String comparisons are harder than it seems
This post is part of the series 'Strings in .NET'. Be sure to check out the rest of the blog posts of the series!
- String comparisons are harder than it seems (this post)
- How to correctly count the number of characters of a string
- Correctly converting a character to lower/upper case
- How not to read a string from an UTF-8 stream
- Regex with IgnoreCase option may match more characters than expected
- How to remove diacritics from a string in .NET
Comparing strings is different from comparing numbers. 2 numbers are equal if their values are identical. For instance, 1 is equal to 1, and 1 is not equal to 2. That's trivial. When it comes to strings, things are different. For instance, do you want a case-sensitive comparison? What about the different ways to write the same letter? For instance, the letter ß
is common in German, but it's also possible to write it ss
as it is easier on lots of keyboards.
#Comparison modes
In .NET there are 6 ways to compare strings:
Ordinal:
Performs a simple byte comparison that is independent of language. This is most appropriate when comparing strings that are generated programmatically or when comparing case-sensitive resources such as passwords.
OrdinalIgnoreCase:
Treats the characters in the strings to compare as if they were converted to uppercase using the conventions of the invariant culture, and then performs a simple byte comparison that is independent of language. This is most appropriate when comparing strings that are generated programmatically or when comparing case-insensitive resources such as paths and filenames.
InvariantCulture:
Compares strings in a linguistically relevant manner, but it is not suitable for display in any particular culture. Its major application is to order strings in a way that will be identical across cultures.
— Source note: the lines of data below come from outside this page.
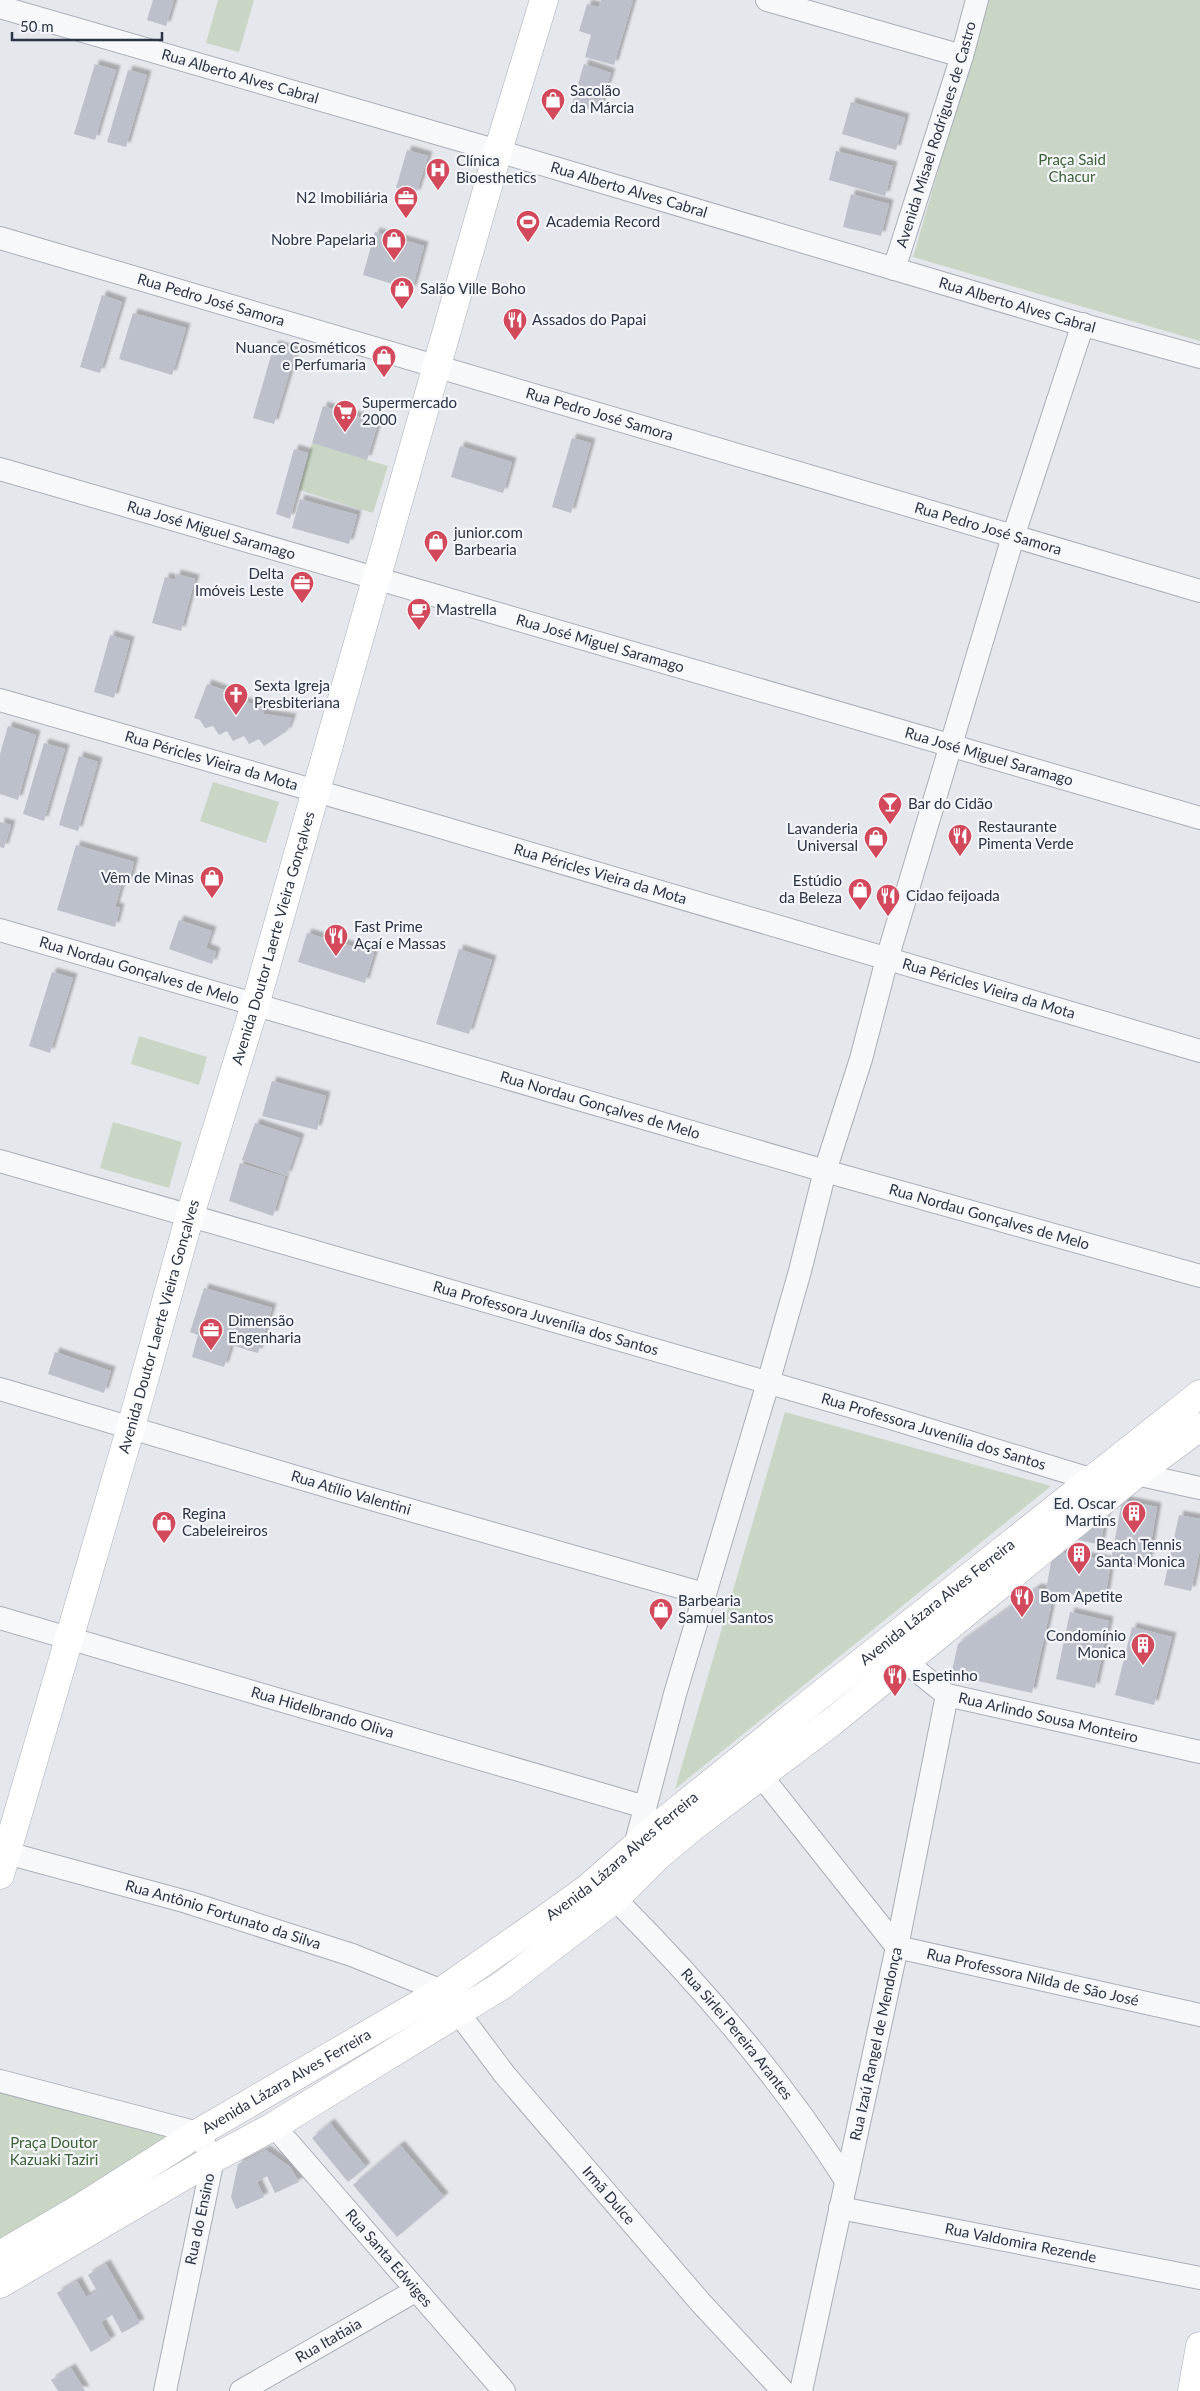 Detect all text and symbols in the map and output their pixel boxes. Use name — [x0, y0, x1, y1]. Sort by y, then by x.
scale bar — [12, 10, 162, 42]
text: 50 m — [20, 17, 54, 35]
street label: Avenida Misael Rodrigues de Castro — [891, 19, 979, 250]
street label: Rua Alberto Alves Cabral — [160, 44, 321, 107]
place label: Sacolão da Márcia — [570, 81, 634, 116]
shop icon: Sacolão da Márcia — [540, 87, 566, 121]
park label: Praça Said Chacur — [1038, 150, 1106, 185]
place label: Clínica Bioesthetics — [456, 151, 537, 186]
hospital icon: Clínica Bioesthetics — [425, 157, 451, 191]
street label: Rua Alberto Alves Cabral — [549, 157, 710, 221]
office icon: N2 Imobiliária — [393, 185, 419, 219]
place label: N2 Imobiliária — [296, 188, 388, 206]
sports icon: Academia Record — [515, 209, 541, 243]
place label: Academia Record — [546, 212, 660, 230]
shop icon: Nobre Papelaria — [381, 227, 407, 261]
place label: Nobre Papelaria — [271, 230, 376, 248]
street label: Rua Pedro José Samora — [135, 269, 287, 329]
street label: Rua Alberto Alves Cabral — [937, 273, 1098, 336]
shop icon: Salão Ville Boho — [389, 276, 415, 310]
place label: Salão Ville Boho — [420, 279, 526, 297]
restaurant icon: Assados do Papai — [502, 307, 528, 341]
place label: Assados do Papai — [532, 310, 646, 328]
place label: Nuance Cosméticos e Perfumaria — [235, 338, 366, 373]
shop icon: Nuance Cosméticos e Perfumaria — [371, 344, 397, 378]
street label: Rua Pedro José Samora — [524, 383, 676, 444]
place label: Supermercado 2000 — [362, 393, 457, 428]
supermarket icon: Supermercado 2000 — [332, 399, 358, 433]
street label: Rua José Miguel Saramago — [125, 496, 298, 562]
street label: Rua Pedro José Samora — [913, 498, 1064, 558]
place label: junior.com Barbearia — [453, 523, 523, 558]
shop icon: junior.com Barbearia — [423, 529, 449, 563]
place label: Delta Imóveis Leste — [195, 564, 284, 599]
office icon: Delta Imóveis Leste — [289, 570, 315, 604]
cafe icon: Mastrella — [406, 597, 432, 631]
place label: Mastrella — [436, 600, 497, 618]
street label: Rua José Miguel Saramago — [514, 610, 687, 676]
place label: Sexta Igreja Presbiteriana — [254, 676, 340, 711]
church icon: Sexta Igreja Presbiteriana — [223, 682, 249, 716]
street label: Rua José Miguel Saramago — [903, 723, 1076, 789]
street label: Rua Péricles Vieira da Mota — [123, 726, 300, 793]
bar icon: Bar do Cidão — [877, 791, 903, 825]
place label: Bar do Cidão — [908, 794, 993, 812]
street label: Avenida Doutor Laerte Vieira Gonçalves — [227, 809, 318, 1067]
place label: Restaurante Pimenta Verde — [978, 817, 1074, 852]
place label: Lavanderia Universal — [787, 819, 858, 854]
restaurant icon: Restaurante Pimenta Verde — [947, 823, 973, 857]
shop icon: Lavanderia Universal — [863, 825, 889, 859]
street label: Rua Péricles Vieira da Mota — [512, 839, 689, 907]
shop icon: Vêm de Minas — [199, 865, 225, 899]
place label: Vêm de Minas — [101, 868, 194, 886]
place label: Estúdio da Beleza — [779, 871, 842, 906]
shop icon: Estúdio da Beleza — [847, 877, 873, 911]
restaurant icon: Cidao feijoada — [875, 883, 901, 917]
place label: Cidao feijoada — [906, 886, 1000, 904]
place label: Fast Prime Açaí e Massas — [354, 917, 446, 952]
restaurant icon: Fast Prime Açaí e Massas — [323, 923, 349, 957]
street label: Rua Nordau Gonçalves de Melo — [37, 932, 242, 1007]
street label: Rua Péricles Vieira da Mota — [900, 954, 1078, 1022]
street label: Rua Nordau Gonçalves de Melo — [498, 1067, 702, 1142]
street label: Rua Nordau Gonçalves de Melo — [887, 1179, 1092, 1253]
street label: Avenida Doutor Laerte Vieira Gonçalves — [114, 1197, 202, 1455]
street label: Rua Professora Juvenília dos Santos — [431, 1276, 661, 1359]
place label: Dimensão Engenharia — [228, 1311, 301, 1346]
office icon: Dimensão Engenharia — [198, 1317, 224, 1351]
street label: Rua Professora Juvenília dos Santos — [819, 1388, 1048, 1473]
street label: Rua Atílio Valentini — [289, 1466, 413, 1518]
place label: Ed. Oscar Martins — [1053, 1494, 1117, 1529]
building icon: Ed. Oscar Martins — [1121, 1500, 1147, 1534]
place label: Regina Cabeleireiros — [182, 1504, 268, 1539]
shop icon: Regina Cabeleireiros — [151, 1510, 177, 1544]
street label: Avenida Lázara Alves Ferreira — [856, 1535, 1018, 1668]
place label: Beach Tennis Santa Monica — [1096, 1535, 1185, 1570]
building icon: Beach Tennis Santa Monica — [1066, 1541, 1092, 1575]
restaurant icon: Bom Apetite — [1009, 1584, 1035, 1618]
place label: Bom Apetite — [1040, 1587, 1123, 1605]
place label: Barbearia Samuel Santos — [678, 1591, 774, 1626]
shop icon: Barbearia Samuel Santos — [648, 1597, 674, 1631]
place label: Condomínio Monica — [1046, 1626, 1126, 1661]
building icon: Condomínio Monica — [1130, 1632, 1156, 1666]
restaurant icon: Espetinho — [882, 1663, 908, 1697]
place label: Espetinho — [912, 1666, 978, 1684]
street label: Rua Hidelbrando Oliva — [249, 1682, 396, 1741]
street label: Rua Arlindo Sousa Monteiro — [957, 1688, 1140, 1746]
street label: Avenida Lázara Alves Ferreira — [542, 1787, 701, 1924]
street label: Rua Antônio Fortunato da Silva — [123, 1876, 323, 1952]
street label: Rua Professora Nilda de São José — [925, 1944, 1141, 2009]
street label: Rua Izaú Rangel de Mendonça — [845, 1945, 905, 2142]
street label: Rua Sirlei Pereira Arantes — [678, 1964, 797, 2103]
street label: Avenida Lázara Alves Ferreira — [198, 2024, 374, 2137]
park label: Praça Doutor Kazuaki Taziri — [10, 2133, 98, 2168]
street label: Irmã Dulce — [579, 2162, 640, 2228]
street label: Rua do Ensino — [181, 2171, 218, 2266]
street label: Rua Santa Edwiges — [342, 2205, 437, 2310]
street label: Rua Valdomira Rezende — [944, 2219, 1098, 2266]
street label: Rua Itatiaia — [292, 2314, 364, 2366]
InvariantCultureIgnoreCase:
Compares strings in a linguistically relevant manner that ignores case, but it is not suitable for display in any particular culture. Its major application is to order strings in a way that will be identical across cultures.
CurrentCulture:
Can be used when strings are linguistically relevant. For example, if strings are displayed to the user, or if strings are the result of user interaction, culture-sensitive string comparison should be used to order the string data.
CurrentCultureIgnoreCase:
Can be used when strings are linguistically relevant but their case is not. For example, if strings are displayed to the user but case is unimportant, culture-sensitive, case-insensitive string comparison should be used to order the string data.
It's important to explicitly specify the comparison mode to avoid unexpected behaviors, or even worse, security issues. For instance, if you compare 2 passwords using the current culture or the invariant culture, the passwords may be equal whereas they may be different!
#Examples
It's easy to understand the difference between Ordinal
and OrdinalIgnoreCase
. However, it may be harder to understand what a culture-specific comparison means. So, here are some examples that show some differences depending on the comparison used.
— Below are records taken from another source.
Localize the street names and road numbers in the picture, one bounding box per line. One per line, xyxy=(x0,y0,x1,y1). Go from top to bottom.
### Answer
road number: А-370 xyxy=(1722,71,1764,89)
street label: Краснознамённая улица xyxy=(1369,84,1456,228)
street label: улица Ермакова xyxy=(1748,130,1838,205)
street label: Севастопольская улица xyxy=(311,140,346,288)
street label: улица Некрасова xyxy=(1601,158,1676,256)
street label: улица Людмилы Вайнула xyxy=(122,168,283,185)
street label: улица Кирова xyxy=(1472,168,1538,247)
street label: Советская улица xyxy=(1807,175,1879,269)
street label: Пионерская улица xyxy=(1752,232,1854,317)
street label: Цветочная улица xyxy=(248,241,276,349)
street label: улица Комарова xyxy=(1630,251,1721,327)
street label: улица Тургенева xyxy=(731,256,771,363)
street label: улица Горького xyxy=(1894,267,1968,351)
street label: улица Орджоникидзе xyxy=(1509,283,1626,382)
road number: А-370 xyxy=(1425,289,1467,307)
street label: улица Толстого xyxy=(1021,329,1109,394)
Let's start with some basic comparisons using Ordinal
and OrdinalIgnoreCase
:
// Basic comparisons
string.Equals("a", "a", StringComparison.Ordinal); // true
string.Equals("a", "A", StringComparison.Ordinal); // false
string.Equals("a", "a", StringComparison.OrdinalIgnoreCase); // true
string.Equals("a", "A", StringComparison.OrdinalIgnoreCase); // true
Now we can try with a non-obvious character. The German character ß
(Eszett) can also be written ss
, so they can be considered as equivalent as you can see in the following examples:
string.Equals("ss", "ß", StringComparison.OrdinalIgnoreCase); // false
string.Equals("ss", "ß", StringComparison.InvariantCulture); // true on Windows / false on Linux (WSL)
string.Equals("ss", "ß", StringComparison.InvariantCultureIgnoreCase); // true on Windows / false on Linux (WSL)
Similar differences may apply with ligature:
string.Contains("encyclopædia", "ae", StringComparison.Ordinal); // false
string.Contains("encyclopædia", "ae", StringComparison.InvariantCulture); // true
Another tricky character is the character i
in the Turkish language. In Latin languages, there is only one i
. In Turkish, there are 2: the dotless ı
and the dotted i
. There are also 2 different uppercase characters: I
and İ
. You'll find more details in the 2 following posts:
- Internationalization for Turkish: Dotted and Dotless Letter "I"
- What's Wrong With Turkey?
- Dotted and dotless I
Console.WriteLine(string.Equals("ı", "I", StringComparison.OrdinalIgnoreCase)); // false
Console.WriteLine(string.Equals("ı", "İ", StringComparison.OrdinalIgnoreCase)); // false
Console.WriteLine(string.Equals("i", "I", StringComparison.OrdinalIgnoreCase)); // true
Console.WriteLine(string.Equals("i", "İ", StringComparison.OrdinalIgnoreCase)); // false
CultureInfo.CurrentCulture = new CultureInfo("en-US");
string.Equals("i", "I", StringComparison.CurrentCultureIgnoreCase); // true
string.Equals("i", "İ", StringComparison.CurrentCultureIgnoreCase); // false
CultureInfo.CurrentCulture = new CultureInfo("tr-TR");
string.Equals("i", "I", StringComparison.CurrentCultureIgnoreCase); // false
string.Equals("i", "İ", StringComparison.CurrentCultureIgnoreCase); // true
To my mind, the strangest culture is Thai culture. It doesn't contain the symbol dot (.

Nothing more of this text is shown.